*** RECORDS SUPPLIED Section Begins ***

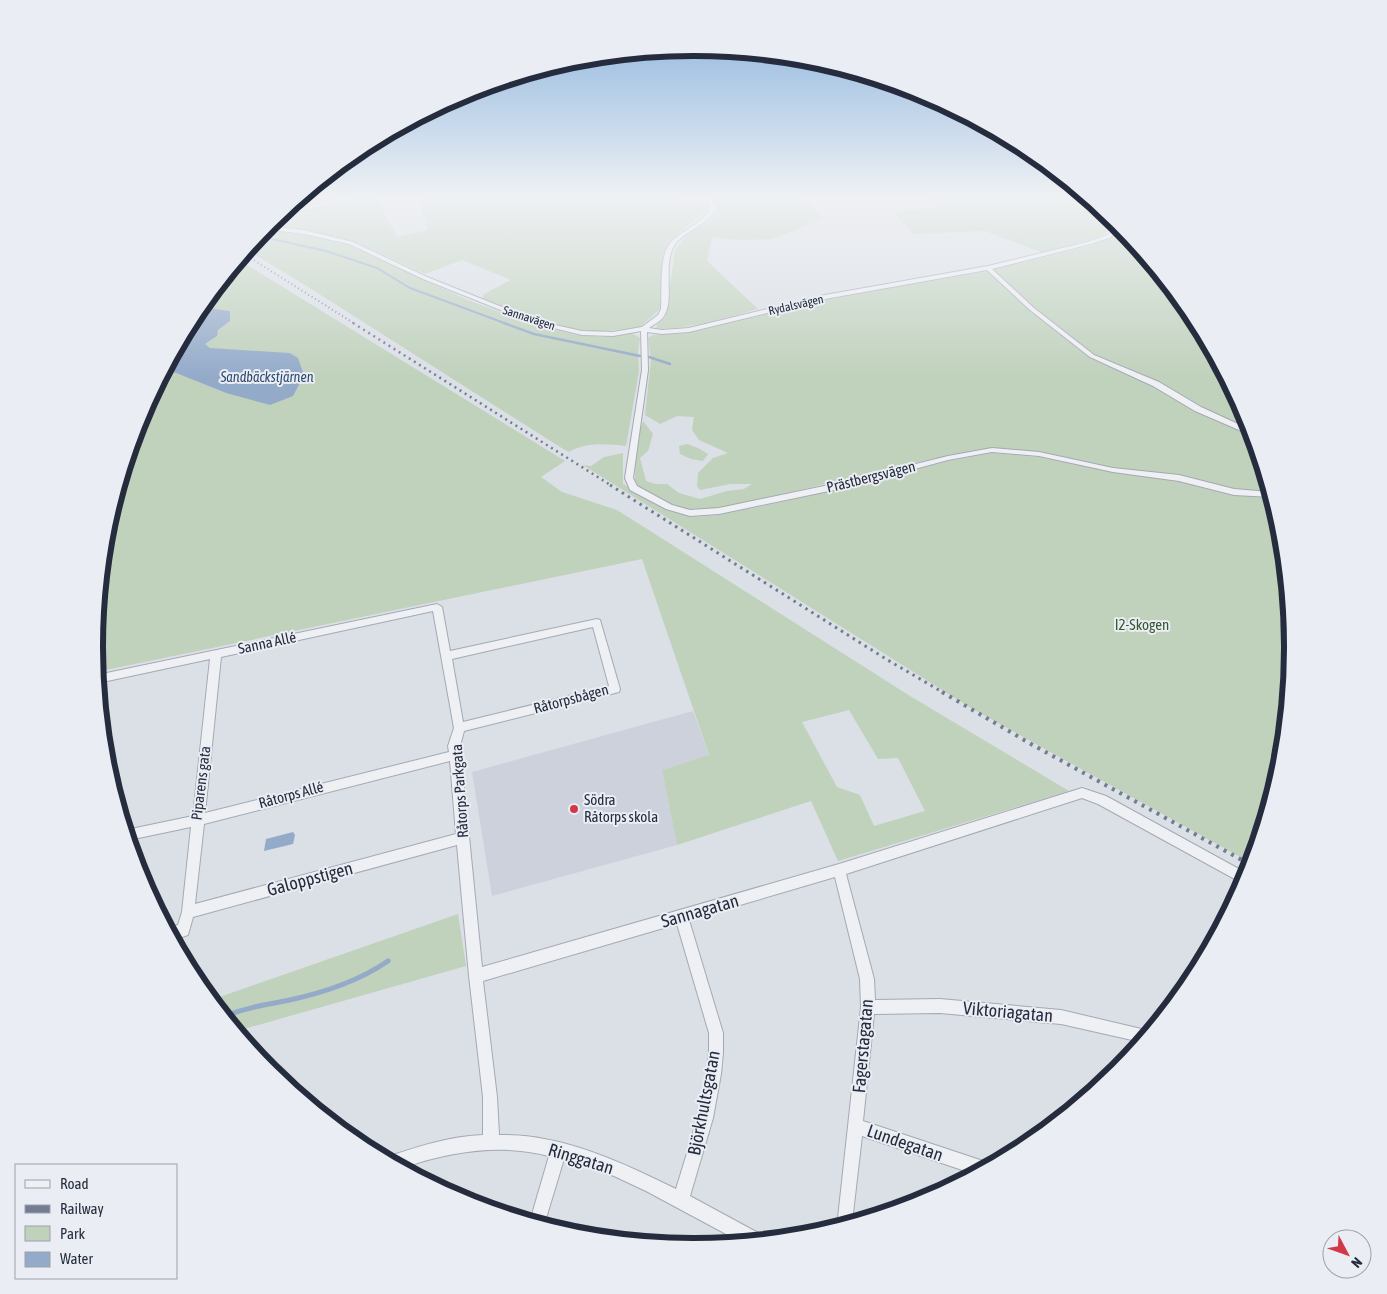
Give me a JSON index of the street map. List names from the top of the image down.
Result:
{
  "streets": {
    "street": [
      "Rydalsvägen",
      "Sannavägen",
      "Prästbergsvägen",
      "Sanna Allé",
      "Råtorpsbågen",
      "Piparens gata",
      "Råtorps Parkgata",
      "Råtorps Allé",
      "Galoppstigen",
      "Sannagatan",
      "Viktoriagatan",
      "Fagerstagatan",
      "Björkhultsgatan",
      "Lundegatan",
      "Ringgatan"
    ]
  },
  "crossings": [
    ["Rydalsvägen", "Sannavägen"],
    ["Rydalsvägen", "Prästbergsvägen"],
    ["Sannavägen", "Prästbergsvägen"],
    ["Sanna Allé", "Piparens gata"],
    ["Sanna Allé", "Råtorps Parkgata"],
    ["Råtorpsbågen", "Råtorps Parkgata"],
    ["Piparens gata", "Råtorps Allé"],
    ["Piparens gata", "Galoppstigen"],
    ["Råtorps Parkgata", "Råtorps Allé"],
    ["Råtorps Parkgata", "Galoppstigen"],
    ["Råtorps Parkgata", "Sannagatan"],
    ["Sannagatan", "Fagerstagatan"],
    ["Sannagatan", "Björkhultsgatan"],
    ["Viktoriagatan", "Fagerstagatan"],
    ["Fagerstagatan", "Lundegatan"],
    ["Björkhultsgatan", "Ringgatan"]
  ],
  "water": ["Sandbäckstjärnen"],
  "parks": ["I2-Skogen"],
  "places": ["Södra Råtorps skola"],
  "legend": [
    "Road",
    "Railway",
    "Park",
    "Water"
  ],
  "north": "bottom right"
}
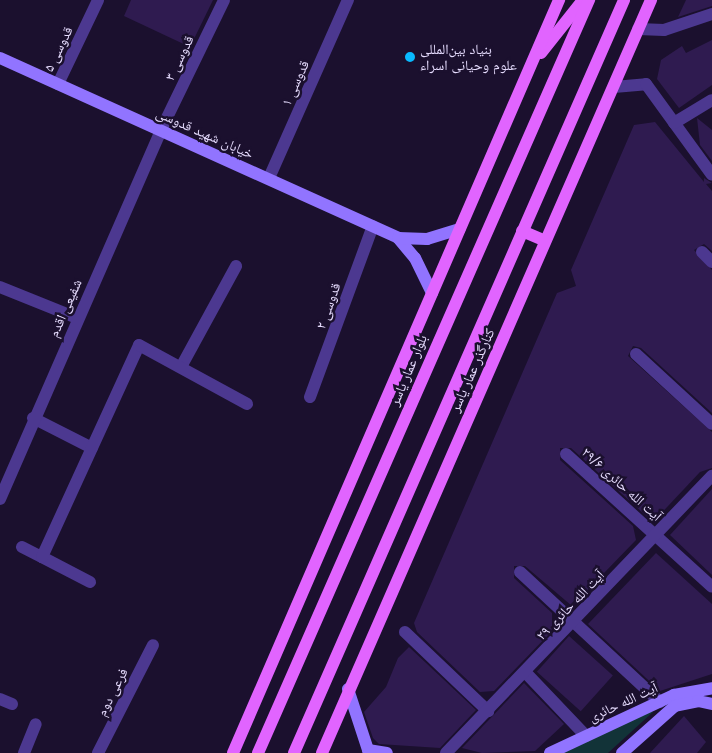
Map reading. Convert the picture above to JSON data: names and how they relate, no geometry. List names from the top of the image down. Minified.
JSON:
{"streets":{"main road":["خیابان شهید قدوسی","بلوار عمار یاسر","کنارگذر عمار یاسر","آیت الله حائری"],"street":["قدوسی ۵","قدوسی ۳","قدوسی ۱","قدوسی ۲","شفیعی اقدم","آیت الله حائری ۲۹/۶","آیت الله حائری ۲۹","فرعی دوم"]},"crossings":[["قدوسی ۵","خیابان شهید قدوسی"],["قدوسی ۳","خیابان شهید قدوسی"],["قدوسی ۳","شفیعی اقدم"],["قدوسی ۱","خیابان شهید قدوسی"],["خیابان شهید قدوسی","قدوسی ۲"],["خیابان شهید قدوسی","شفیعی اقدم"],["آیت الله حائری ۲۹/۶","آیت الله حائری ۲۹"]],"places":["بنیاد بین‌المللی علوم وحیانی اسراء"]}
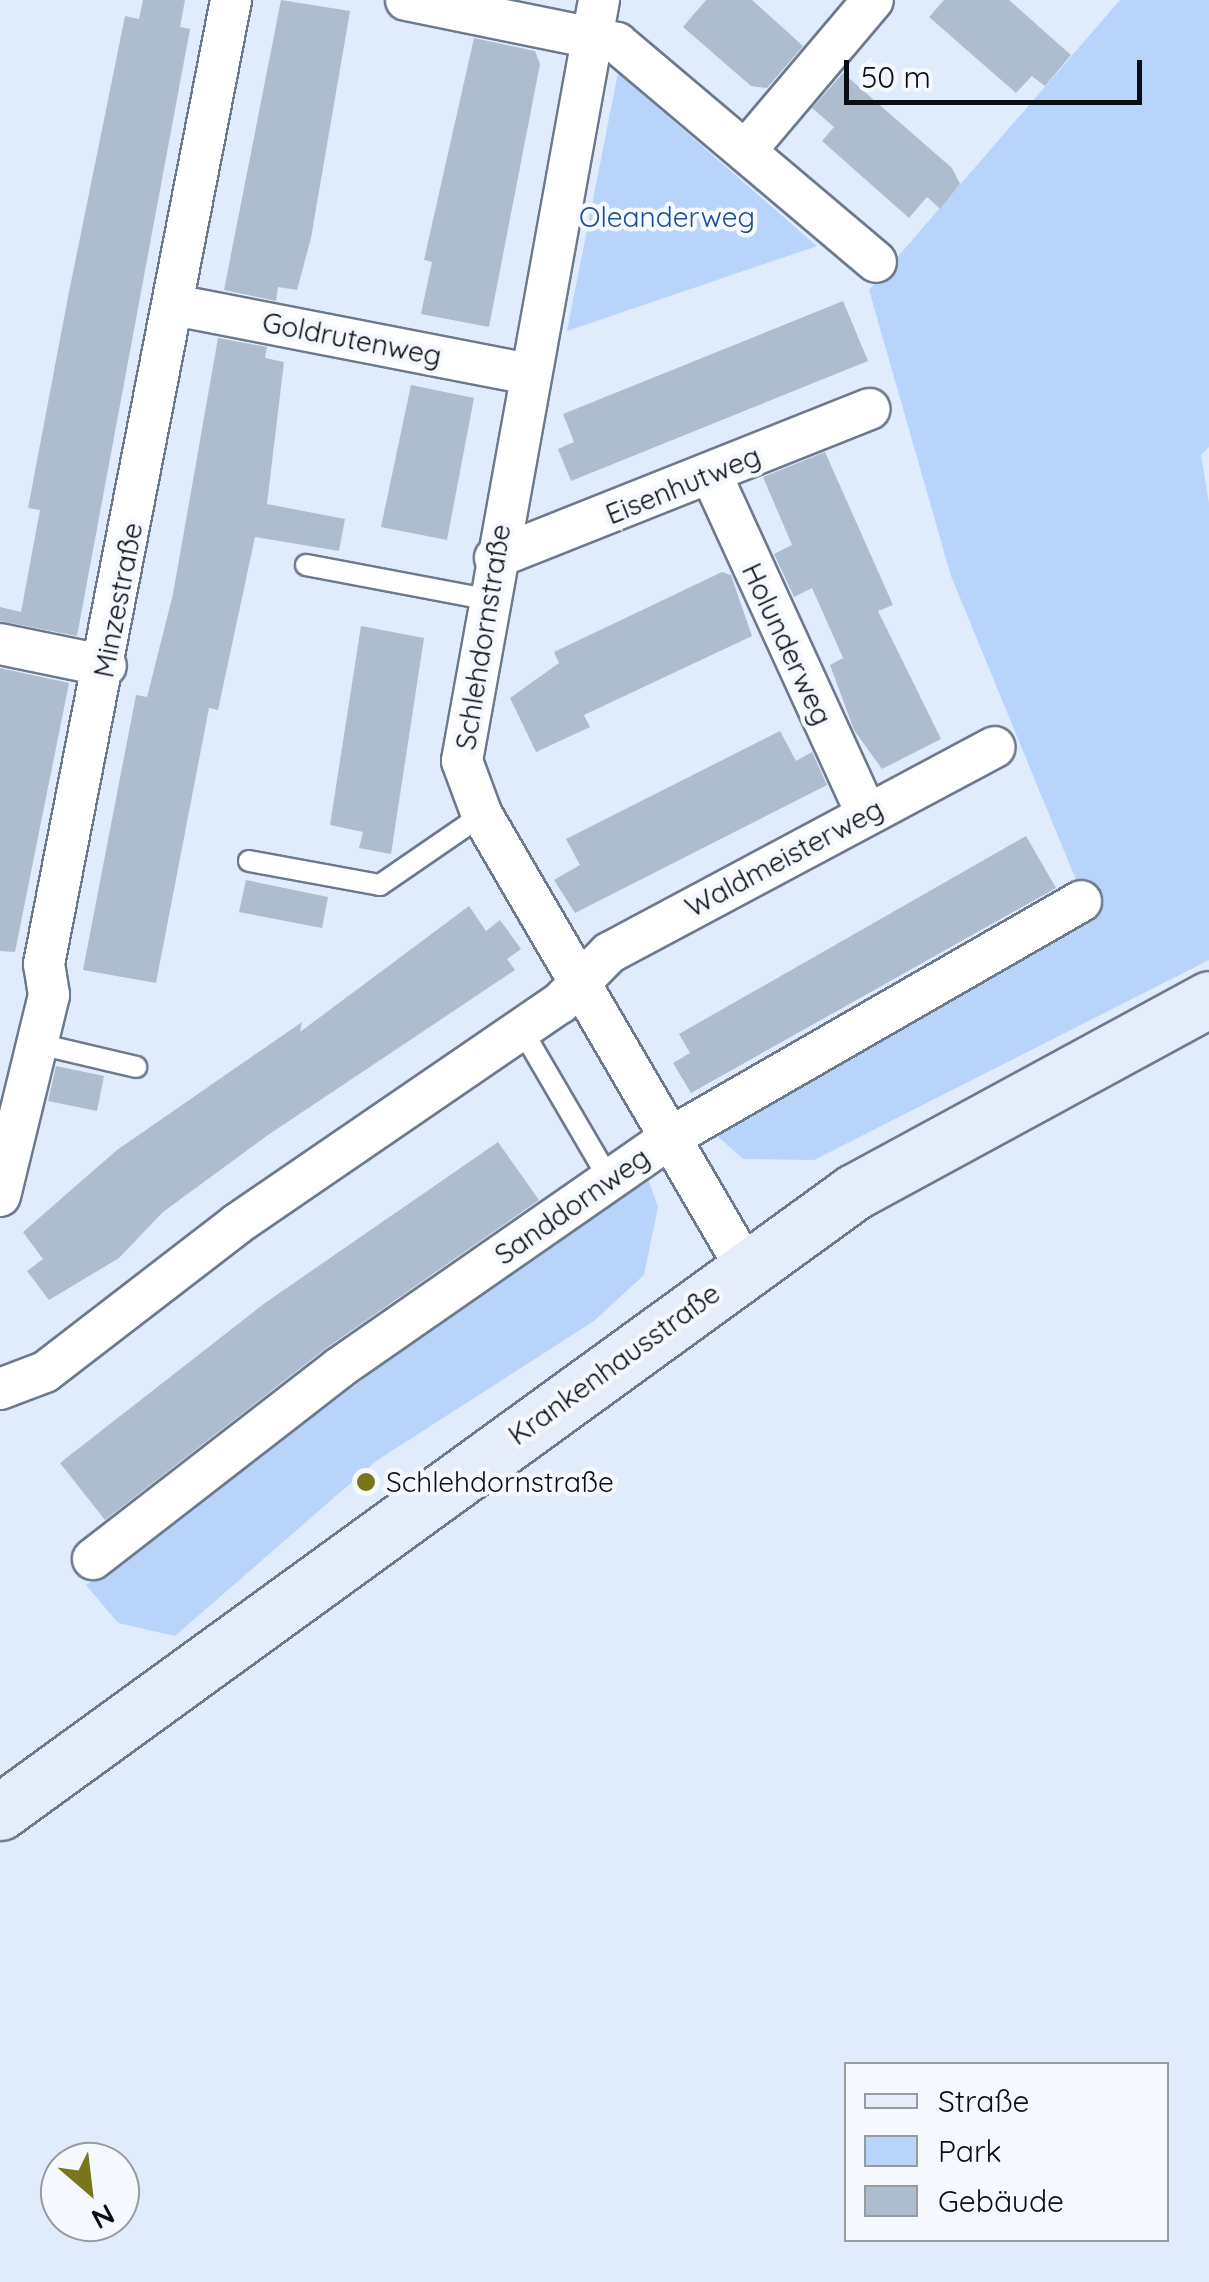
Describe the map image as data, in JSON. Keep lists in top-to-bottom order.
{
  "streets": {
    "street": [
      "Goldrutenweg",
      "Eisenhutweg",
      "Minzestraße",
      "Schlehdornstraße",
      "Holunderweg",
      "Waldmeisterweg",
      "Sanddornweg",
      "Krankenhausstraße"
    ]
  },
  "crossings": [
    ["Goldrutenweg", "Minzestraße"],
    ["Goldrutenweg", "Schlehdornstraße"],
    ["Eisenhutweg", "Schlehdornstraße"],
    ["Eisenhutweg", "Holunderweg"],
    ["Schlehdornstraße", "Waldmeisterweg"],
    ["Schlehdornstraße", "Sanddornweg"],
    ["Schlehdornstraße", "Krankenhausstraße"],
    ["Holunderweg", "Waldmeisterweg"]
  ],
  "parks": ["Oleanderweg"],
  "places": ["Schlehdornstraße"],
  "legend": ["Straße", "Park", "Gebäude"],
  "scale_bar": "50 m",
  "north": "bottom right"
}
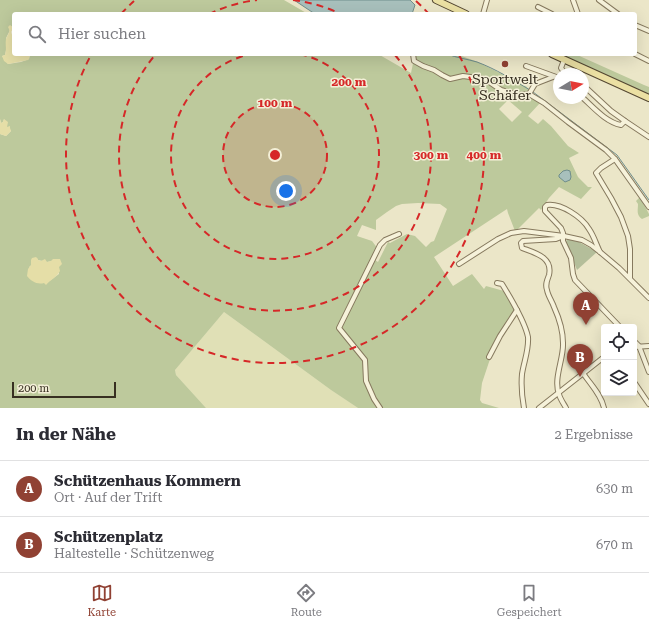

*** RECORDS SUPPLIED Section Ends ***

WORK TO BE COMPLETED: Nothing but the listing, copied exactly and stripped of its images, should appear in the response.

RESULT OF THE EXERCISE:
Give me a JSON index of the street map. List names from the top of the image down.
Result:
{
  "streets": {
    "street": [
      "Rydalsvägen",
      "Sannavägen",
      "Prästbergsvägen",
      "Sanna Allé",
      "Råtorpsbågen",
      "Piparens gata",
      "Råtorps Parkgata",
      "Råtorps Allé",
      "Galoppstigen",
      "Sannagatan",
      "Viktoriagatan",
      "Fagerstagatan",
      "Björkhultsgatan",
      "Lundegatan",
      "Ringgatan"
    ]
  },
  "crossings": [
    ["Rydalsvägen", "Sannavägen"],
    ["Rydalsvägen", "Prästbergsvägen"],
    ["Sannavägen", "Prästbergsvägen"],
    ["Sanna Allé", "Piparens gata"],
    ["Sanna Allé", "Råtorps Parkgata"],
    ["Råtorpsbågen", "Råtorps Parkgata"],
    ["Piparens gata", "Råtorps Allé"],
    ["Piparens gata", "Galoppstigen"],
    ["Råtorps Parkgata", "Råtorps Allé"],
    ["Råtorps Parkgata", "Galoppstigen"],
    ["Råtorps Parkgata", "Sannagatan"],
    ["Sannagatan", "Fagerstagatan"],
    ["Sannagatan", "Björkhultsgatan"],
    ["Viktoriagatan", "Fagerstagatan"],
    ["Fagerstagatan", "Lundegatan"],
    ["Björkhultsgatan", "Ringgatan"]
  ],
  "water": ["Sandbäckstjärnen"],
  "parks": ["I2-Skogen"],
  "places": ["Södra Råtorps skola"],
  "legend": [
    "Road",
    "Railway",
    "Park",
    "Water"
  ],
  "north": "bottom right"
}
Map reading. Convert the picture above to JSON data: names and how they relate, no geometry. List names from the top of the image down. Minified.
JSON:
{"streets":{"main road":["خیابان شهید قدوسی","بلوار عمار یاسر","کنارگذر عمار یاسر","آیت الله حائری"],"street":["قدوسی ۵","قدوسی ۳","قدوسی ۱","قدوسی ۲","شفیعی اقدم","آیت الله حائری ۲۹/۶","آیت الله حائری ۲۹","فرعی دوم"]},"crossings":[["قدوسی ۵","خیابان شهید قدوسی"],["قدوسی ۳","خیابان شهید قدوسی"],["قدوسی ۳","شفیعی اقدم"],["قدوسی ۱","خیابان شهید قدوسی"],["خیابان شهید قدوسی","قدوسی ۲"],["خیابان شهید قدوسی","شفیعی اقدم"],["آیت الله حائری ۲۹/۶","آیت الله حائری ۲۹"]],"places":["بنیاد بین‌المللی علوم وحیانی اسراء"]}
Describe the map image as data, in JSON. Keep lists in top-to-bottom order.
{
  "streets": {
    "street": [
      "Goldrutenweg",
      "Eisenhutweg",
      "Minzestraße",
      "Schlehdornstraße",
      "Holunderweg",
      "Waldmeisterweg",
      "Sanddornweg",
      "Krankenhausstraße"
    ]
  },
  "crossings": [
    ["Goldrutenweg", "Minzestraße"],
    ["Goldrutenweg", "Schlehdornstraße"],
    ["Eisenhutweg", "Schlehdornstraße"],
    ["Eisenhutweg", "Holunderweg"],
    ["Schlehdornstraße", "Waldmeisterweg"],
    ["Schlehdornstraße", "Sanddornweg"],
    ["Schlehdornstraße", "Krankenhausstraße"],
    ["Holunderweg", "Waldmeisterweg"]
  ],
  "parks": ["Oleanderweg"],
  "places": ["Schlehdornstraße"],
  "legend": ["Straße", "Park", "Gebäude"],
  "scale_bar": "50 m",
  "north": "bottom right"
}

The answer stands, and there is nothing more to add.